In this work, we aim to formalize a novel scientific machine learning framework to reconstruct the hidden dynamics of the transmission rate, whose inaccurate extrapolation can significantly impair the quality of the epidemic forecasts, by incorporating the influence of exogenous variables (such as environmental conditions and strain-specific characteristics). We propose an hybrid model that blends a data-driven layer with a physics-based one. The data-driven layer is based on a neural ordinary differential equation that learns the dynamics of the transmission rate, conditioned on the meteorological data and wave-specific latent parameters. The physics-based layer, instead, consists of a standard SEIR compartmental model, wherein the transmission rate represents an input.

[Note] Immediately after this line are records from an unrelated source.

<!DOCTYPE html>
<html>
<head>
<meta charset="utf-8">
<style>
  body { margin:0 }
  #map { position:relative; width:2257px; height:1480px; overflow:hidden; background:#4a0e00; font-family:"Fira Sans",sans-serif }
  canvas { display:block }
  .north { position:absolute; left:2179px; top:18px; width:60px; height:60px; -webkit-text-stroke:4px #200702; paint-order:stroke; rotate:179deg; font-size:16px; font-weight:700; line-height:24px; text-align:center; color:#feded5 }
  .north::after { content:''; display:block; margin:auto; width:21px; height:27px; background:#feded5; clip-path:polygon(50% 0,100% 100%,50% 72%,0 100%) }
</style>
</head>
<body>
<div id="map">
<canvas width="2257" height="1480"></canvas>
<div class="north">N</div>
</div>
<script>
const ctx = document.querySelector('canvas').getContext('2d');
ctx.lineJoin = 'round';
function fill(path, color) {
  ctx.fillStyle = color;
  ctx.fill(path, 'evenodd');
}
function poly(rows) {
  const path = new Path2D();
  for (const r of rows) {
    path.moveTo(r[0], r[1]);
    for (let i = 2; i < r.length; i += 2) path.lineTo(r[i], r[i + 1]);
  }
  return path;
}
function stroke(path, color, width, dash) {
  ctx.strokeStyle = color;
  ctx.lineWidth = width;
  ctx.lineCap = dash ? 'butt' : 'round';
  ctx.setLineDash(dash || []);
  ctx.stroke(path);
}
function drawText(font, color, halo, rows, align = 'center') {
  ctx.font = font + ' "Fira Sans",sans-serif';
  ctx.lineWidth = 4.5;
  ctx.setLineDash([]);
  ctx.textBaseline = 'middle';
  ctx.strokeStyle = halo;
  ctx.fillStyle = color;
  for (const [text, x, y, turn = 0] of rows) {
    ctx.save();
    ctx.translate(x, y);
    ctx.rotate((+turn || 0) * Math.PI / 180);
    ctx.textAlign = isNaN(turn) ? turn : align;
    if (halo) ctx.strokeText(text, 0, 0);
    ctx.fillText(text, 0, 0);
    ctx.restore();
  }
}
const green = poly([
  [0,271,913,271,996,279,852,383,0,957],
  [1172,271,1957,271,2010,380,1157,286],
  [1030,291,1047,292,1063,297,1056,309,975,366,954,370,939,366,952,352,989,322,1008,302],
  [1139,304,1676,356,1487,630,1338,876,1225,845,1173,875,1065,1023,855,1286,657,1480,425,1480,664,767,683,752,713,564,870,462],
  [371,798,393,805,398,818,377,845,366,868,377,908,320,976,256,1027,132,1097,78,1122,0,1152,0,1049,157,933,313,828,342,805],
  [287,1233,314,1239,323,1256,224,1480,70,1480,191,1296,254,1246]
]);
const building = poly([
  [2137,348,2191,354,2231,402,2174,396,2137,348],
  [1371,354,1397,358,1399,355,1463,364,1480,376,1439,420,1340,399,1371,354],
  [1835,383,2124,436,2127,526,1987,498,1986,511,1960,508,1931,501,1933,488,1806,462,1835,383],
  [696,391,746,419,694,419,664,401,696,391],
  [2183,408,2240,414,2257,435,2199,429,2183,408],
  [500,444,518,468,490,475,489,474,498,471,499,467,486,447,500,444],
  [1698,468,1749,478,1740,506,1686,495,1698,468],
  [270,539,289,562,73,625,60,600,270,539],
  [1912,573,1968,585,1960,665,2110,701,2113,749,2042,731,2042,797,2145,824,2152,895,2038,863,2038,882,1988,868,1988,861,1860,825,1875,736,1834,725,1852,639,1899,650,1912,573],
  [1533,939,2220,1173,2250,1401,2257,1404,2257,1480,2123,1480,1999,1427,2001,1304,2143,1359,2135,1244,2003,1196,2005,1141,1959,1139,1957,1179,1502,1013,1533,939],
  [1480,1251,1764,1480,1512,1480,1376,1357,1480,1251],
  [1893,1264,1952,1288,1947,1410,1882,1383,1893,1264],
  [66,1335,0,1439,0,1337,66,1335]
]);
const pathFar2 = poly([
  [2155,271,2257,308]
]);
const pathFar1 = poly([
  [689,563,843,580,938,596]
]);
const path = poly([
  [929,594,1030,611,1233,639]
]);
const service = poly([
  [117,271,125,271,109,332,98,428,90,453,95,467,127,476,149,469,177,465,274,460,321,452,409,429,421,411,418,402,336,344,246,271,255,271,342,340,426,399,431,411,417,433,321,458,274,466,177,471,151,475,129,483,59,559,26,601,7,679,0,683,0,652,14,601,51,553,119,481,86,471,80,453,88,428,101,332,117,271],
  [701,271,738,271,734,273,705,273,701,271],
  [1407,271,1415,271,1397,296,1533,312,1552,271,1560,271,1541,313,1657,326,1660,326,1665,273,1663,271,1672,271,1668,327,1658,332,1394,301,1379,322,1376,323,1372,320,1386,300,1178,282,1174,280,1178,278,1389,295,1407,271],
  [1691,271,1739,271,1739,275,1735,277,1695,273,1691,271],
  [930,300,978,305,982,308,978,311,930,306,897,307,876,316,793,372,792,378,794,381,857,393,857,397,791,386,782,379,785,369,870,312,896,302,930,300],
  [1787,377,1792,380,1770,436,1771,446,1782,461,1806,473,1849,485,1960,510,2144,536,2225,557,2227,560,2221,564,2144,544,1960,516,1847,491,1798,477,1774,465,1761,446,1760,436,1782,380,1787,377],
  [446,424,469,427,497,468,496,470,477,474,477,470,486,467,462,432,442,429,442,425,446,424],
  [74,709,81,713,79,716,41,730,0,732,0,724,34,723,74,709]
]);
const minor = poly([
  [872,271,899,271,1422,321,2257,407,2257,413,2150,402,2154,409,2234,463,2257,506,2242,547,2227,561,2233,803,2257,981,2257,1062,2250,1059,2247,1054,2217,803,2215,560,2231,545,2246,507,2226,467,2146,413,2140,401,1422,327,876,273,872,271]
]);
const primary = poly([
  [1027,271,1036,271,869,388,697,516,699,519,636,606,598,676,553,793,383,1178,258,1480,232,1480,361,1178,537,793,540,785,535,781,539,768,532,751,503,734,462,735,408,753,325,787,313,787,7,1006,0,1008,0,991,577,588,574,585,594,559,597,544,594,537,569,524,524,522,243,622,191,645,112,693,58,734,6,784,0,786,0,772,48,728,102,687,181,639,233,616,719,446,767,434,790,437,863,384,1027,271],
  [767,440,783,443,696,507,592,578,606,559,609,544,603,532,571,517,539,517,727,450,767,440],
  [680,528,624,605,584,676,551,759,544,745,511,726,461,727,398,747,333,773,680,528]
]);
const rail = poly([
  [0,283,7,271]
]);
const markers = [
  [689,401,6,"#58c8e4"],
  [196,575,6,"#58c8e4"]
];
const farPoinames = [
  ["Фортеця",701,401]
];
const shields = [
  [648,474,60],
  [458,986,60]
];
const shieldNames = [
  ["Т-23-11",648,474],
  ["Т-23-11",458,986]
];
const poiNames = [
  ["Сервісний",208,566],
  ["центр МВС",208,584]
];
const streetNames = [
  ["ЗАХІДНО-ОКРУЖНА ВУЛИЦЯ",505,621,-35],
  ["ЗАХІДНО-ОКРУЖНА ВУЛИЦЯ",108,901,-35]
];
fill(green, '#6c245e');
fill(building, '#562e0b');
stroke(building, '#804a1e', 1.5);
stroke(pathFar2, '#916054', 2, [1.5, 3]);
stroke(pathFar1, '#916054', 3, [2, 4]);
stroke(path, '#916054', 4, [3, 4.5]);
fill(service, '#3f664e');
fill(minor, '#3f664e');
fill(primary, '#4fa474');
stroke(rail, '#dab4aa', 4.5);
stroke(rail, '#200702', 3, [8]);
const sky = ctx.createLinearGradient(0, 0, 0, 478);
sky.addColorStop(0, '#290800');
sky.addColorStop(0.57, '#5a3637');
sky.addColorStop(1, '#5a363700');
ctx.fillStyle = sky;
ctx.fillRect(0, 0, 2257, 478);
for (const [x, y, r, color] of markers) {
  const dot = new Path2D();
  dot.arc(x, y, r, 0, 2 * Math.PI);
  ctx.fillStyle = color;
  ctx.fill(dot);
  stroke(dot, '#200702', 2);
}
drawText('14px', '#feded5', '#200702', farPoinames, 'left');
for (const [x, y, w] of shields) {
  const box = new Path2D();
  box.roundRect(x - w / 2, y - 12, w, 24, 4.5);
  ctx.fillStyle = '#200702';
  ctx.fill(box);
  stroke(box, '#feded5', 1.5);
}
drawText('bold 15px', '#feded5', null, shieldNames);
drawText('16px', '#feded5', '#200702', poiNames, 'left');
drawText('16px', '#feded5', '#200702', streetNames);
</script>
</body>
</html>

The learning strategy follows an end-to-end approach: the loss function quantifies the mismatch between the actual numbers of infections and its numerical prediction obtained from the SEIR model incorporating as an input the transmission rate predicted by the neural ordinary differential equation. We validate this original approach using both a synthetic test case and a realistic test case based on meteorological data (temperature and humidity) and influenza data from Italy between 2010 and 2020. In both scenarios, we achieve low generalization error on the test set and observe strong alignment between the reconstructed model and established findings on the influence of meteorological factors on epidemic spread. Finally, we implement a data assimilation strategy to adapt the neural equation to the specific characteristics of an epidemic wave under investigation, and we conduct sensitivity tests on the network hyperparameters.